Read what I said please. I did not say that. Hitler did say 'Out of Parsifal I make religion.' Just to what extent Hitler's views on the Jews were influenced by Wagner is difficult to say. All we can say is that Wagner's anti-semitism was extreme even for its day. His writings certainly would not have helped the situation faced by Jews under the Nazis.


----------



## Mahlerian (Nov 27, 2012)

DavidA said:


> Just to what extent Hitler's views on the Jews were influenced by Wagner is difficult to say.


Then stop making it seem like such an important connection. If you aren't sure, and it's an inflammatory topic, we should stick to exactly what we know for a fact and nothing more.

Wagner was antisemitic. Wagner also had Jewish friends. That these things are in seeming contradiction makes sense when we realize also that Wagner, having a large ego, would be able to justify for himself just about anything, no matter how contradictory.
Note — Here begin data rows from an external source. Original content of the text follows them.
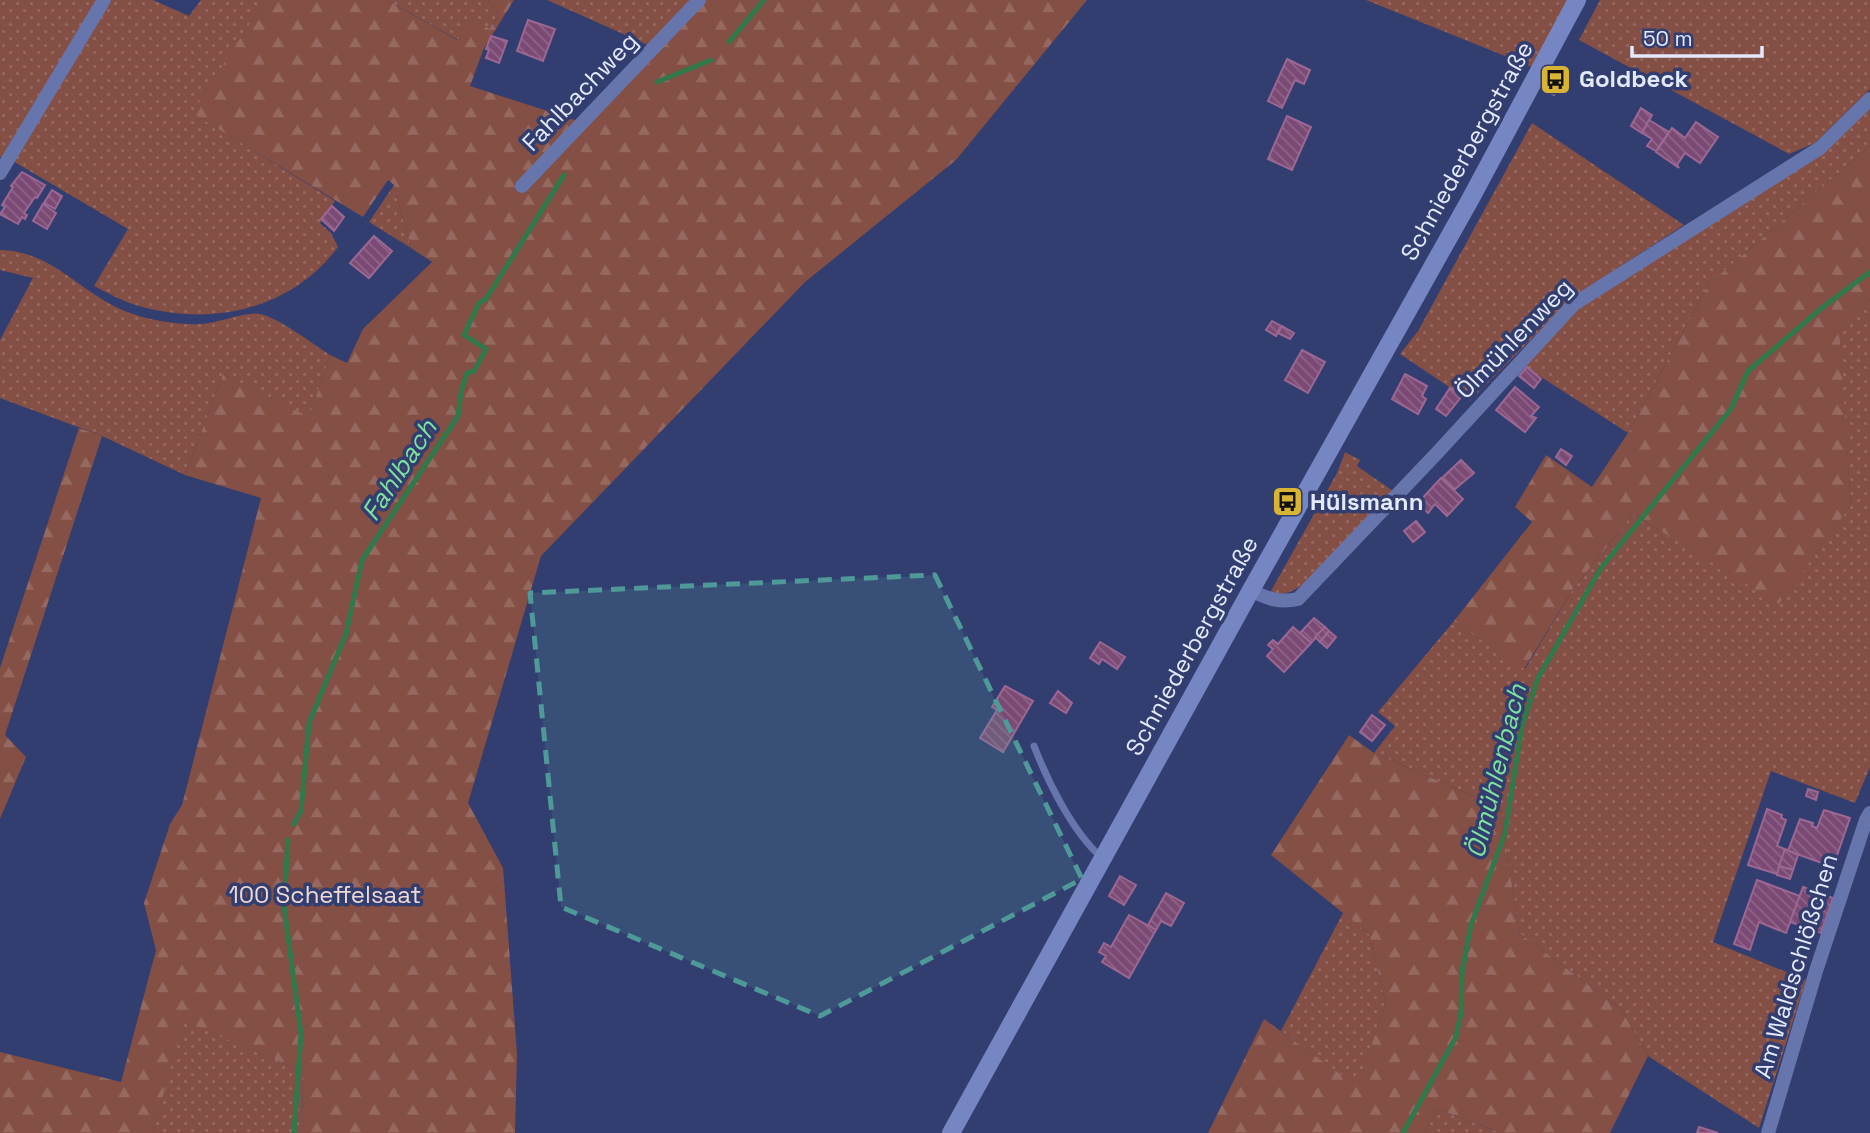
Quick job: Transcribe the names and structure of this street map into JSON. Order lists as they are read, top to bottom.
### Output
{
  "streets": {
    "street": [
      "Fahlbachweg",
      "Schniederbergstraße",
      "Ölmühlenweg",
      "Am Waldschlößchen"
    ]
  },
  "crossings": [
    ["Schniederbergstraße", "Ölmühlenweg"]
  ],
  "water": ["Fahlbach", "Ölmühlenbach"],
  "parks": ["100 Scheffelsaat"],
  "places": {
    "bus stop": ["Goldbeck", "Hülsmann"]
  },
  "scale_bar": "50 m"
}
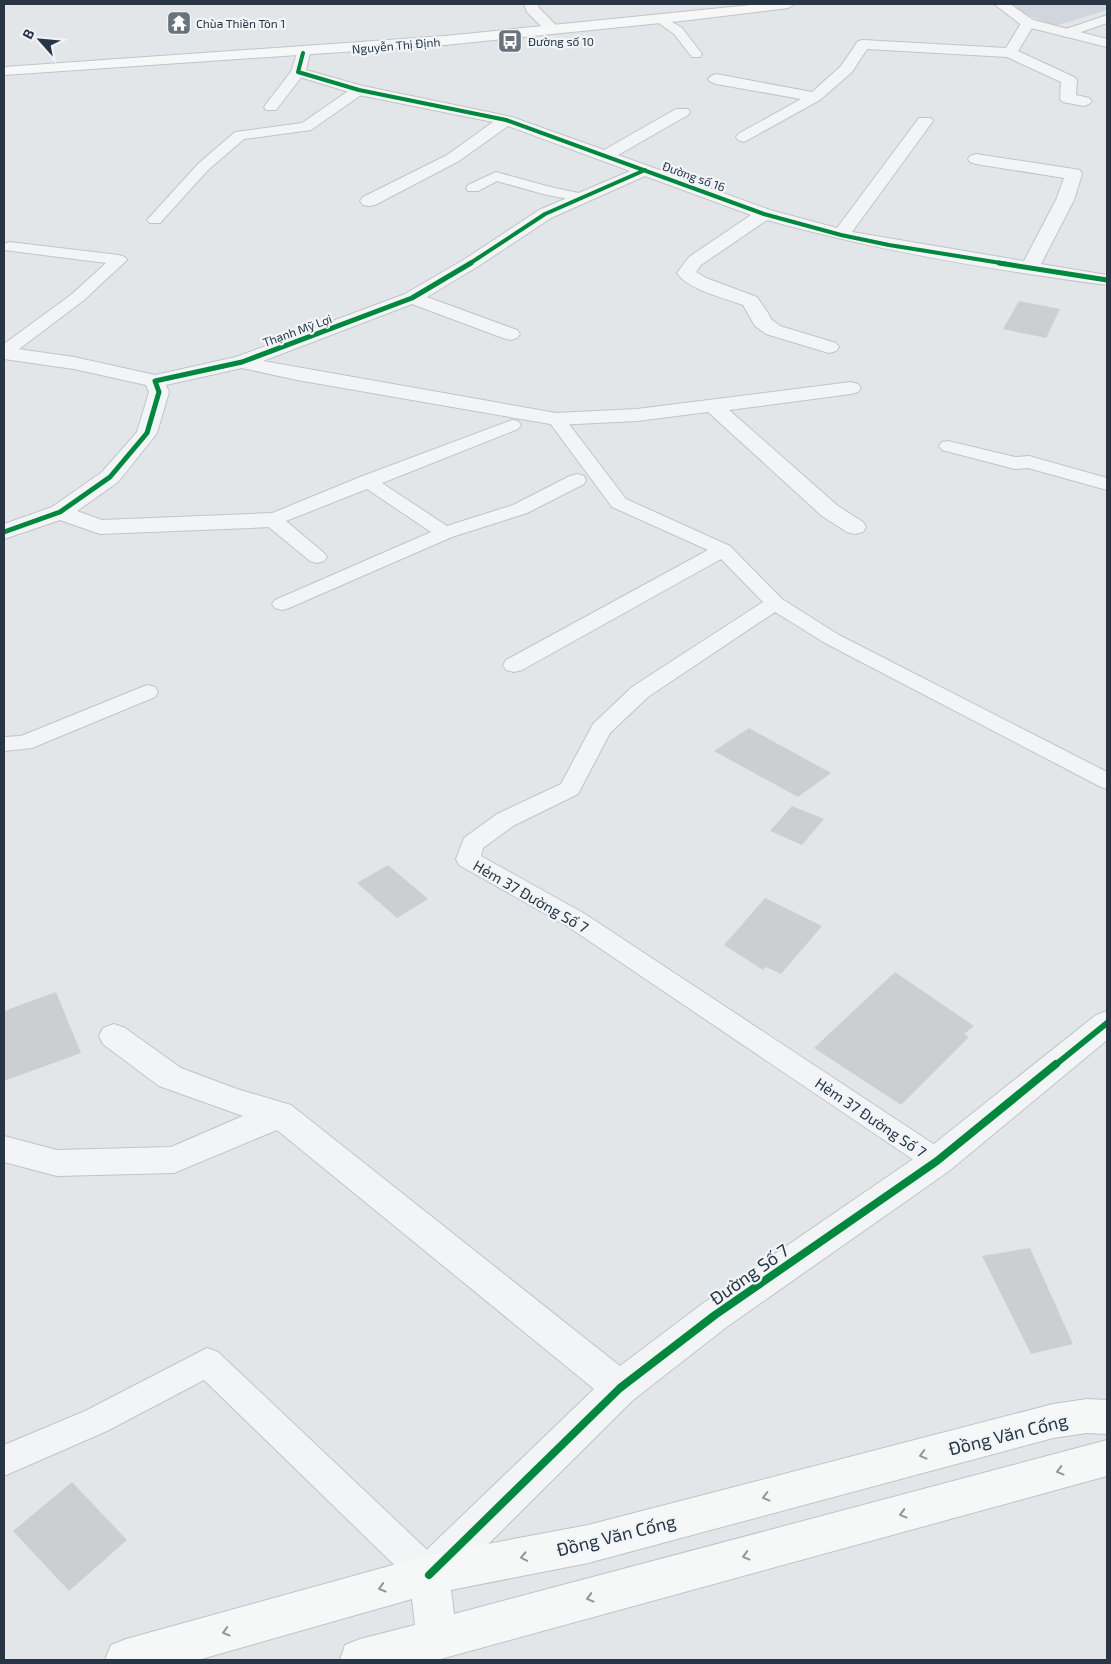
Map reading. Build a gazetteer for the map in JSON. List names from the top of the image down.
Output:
{
  "streets": {
    "main road": ["Nguyễn Thị Định", "Đồng Văn Cống"],
    "street": ["Đường số 16", "Thạnh Mỹ Lợi", "Đường Số 7"],
    "lane": ["Hẻm 37 Đường Số 7"]
  },
  "crossings": [
    ["Đường số 16", "Thạnh Mỹ Lợi"],
    ["Hẻm 37 Đường Số 7", "Đường Số 7"],
    ["Đường Số 7", "Đồng Văn Cống"]
  ],
  "places": {
    "temple": ["Chùa Thiền Tôn 1"],
    "bus stop": ["Đường số 10"]
  },
  "north": "top left"
}
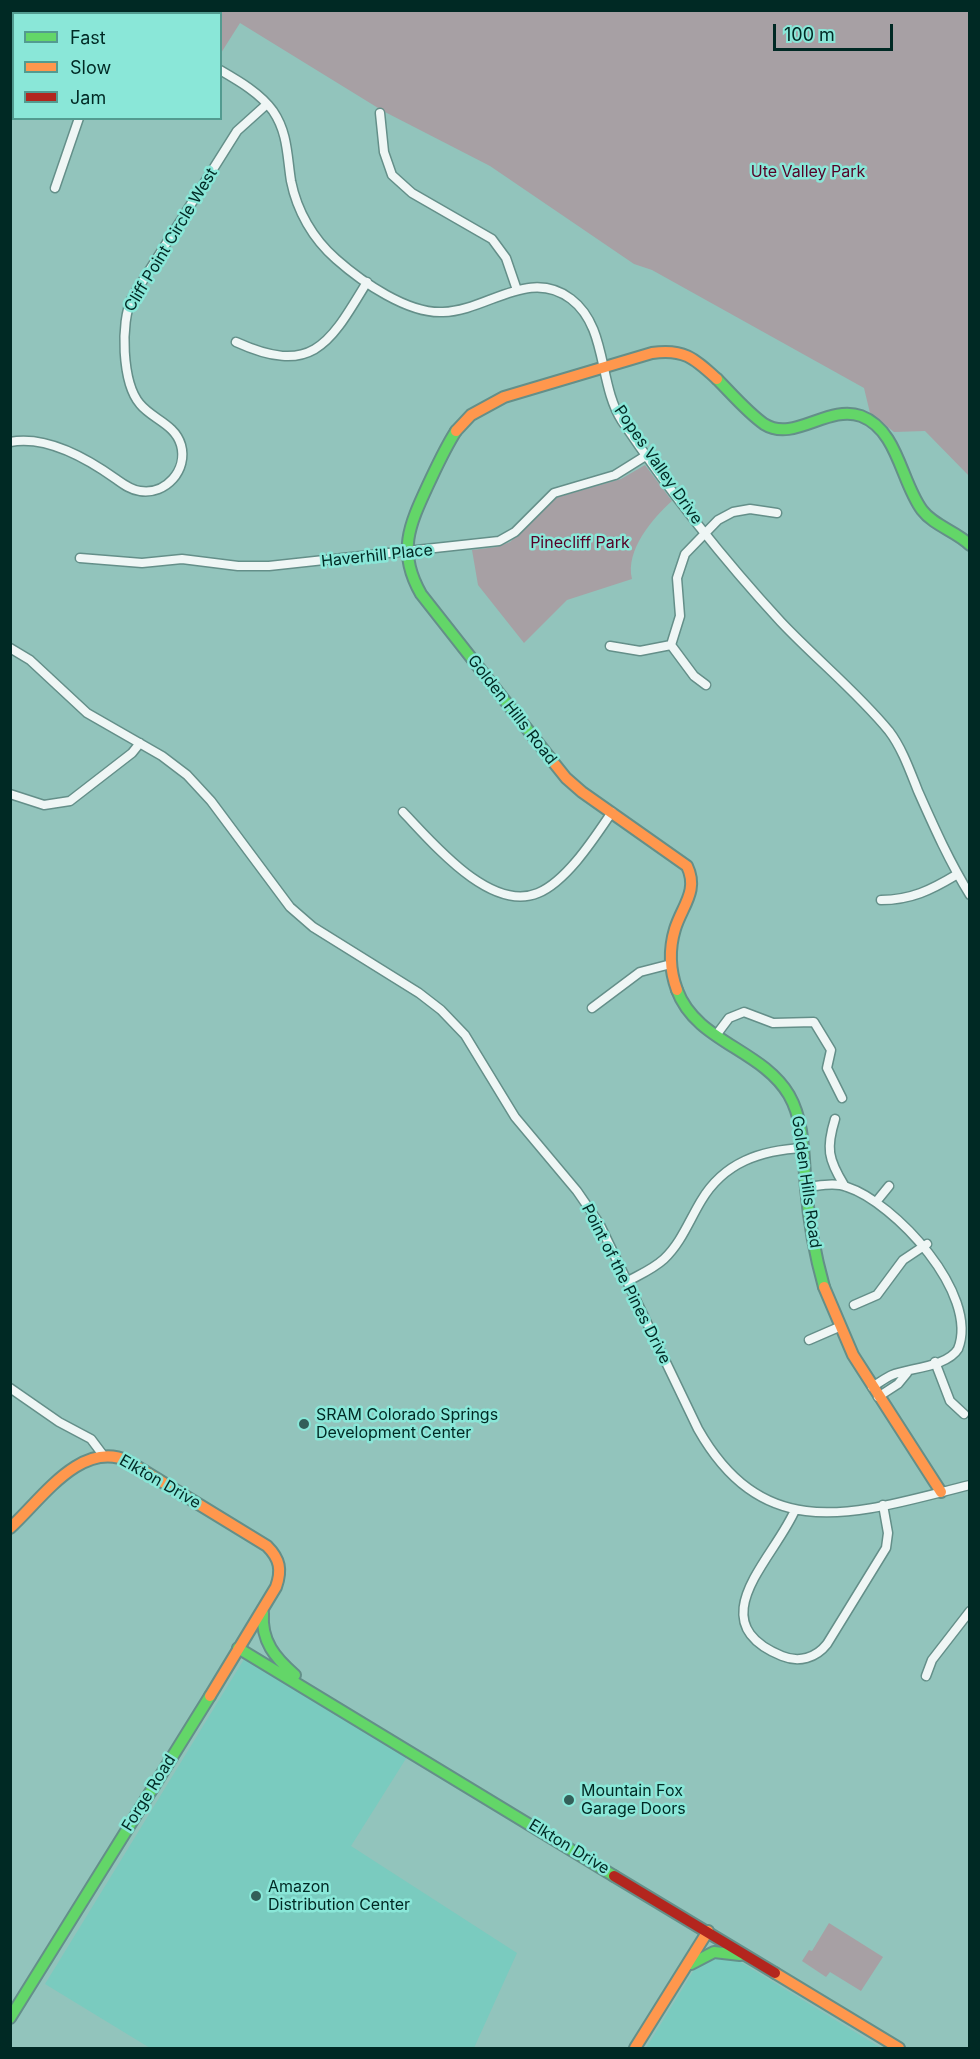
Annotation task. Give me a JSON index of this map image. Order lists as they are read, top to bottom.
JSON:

The Nazis praised Wagner as a true Aryan and upholder of the true German art. They did the same with Beethoven and Bruckner. All of this cultural heritage was abused by them. Wagner ends up with the blame not because he was antisemitic (many people of the 19th century were), but because he wrote and published essays about it, and because it has been argued that certain characters in his plays represent Jewish stereotypes (remember that this, too, is in dispute). Nevertheless, the connection has been played up here and elsewhere far more than is necessary.


----------



## DavidA (Dec 14, 2012)

Mahlerian said:


> Then stop making it seem like such an important connection. If you aren't sure, and it's an inflammatory topic, we should stick to exactly what we know for a fact and nothing more.
> 
> Wagner was antisemitic. Wagner also had Jewish friends. That these things are in seeming contradiction makes sense when we realize also that Wagner, having a large ego, would be able to justify for himself just about anything, no matter how contradictory.
> 
> The Nazis praised Wagner as a true Aryan and upholder of the true German art. They did the same with Beethoven and Bruckner. All of this cultural heritage was abused by them. Wagner ends up with the blame not because he was antisemitic (many people of the 19th century were), but because he wrote and published essays about it, and because it has been argued that certain characters in his plays represent Jewish stereotypes (remember that this, too, is in dispute). Nevertheless, the connection has been played up here and elsewhere far more than is necessary.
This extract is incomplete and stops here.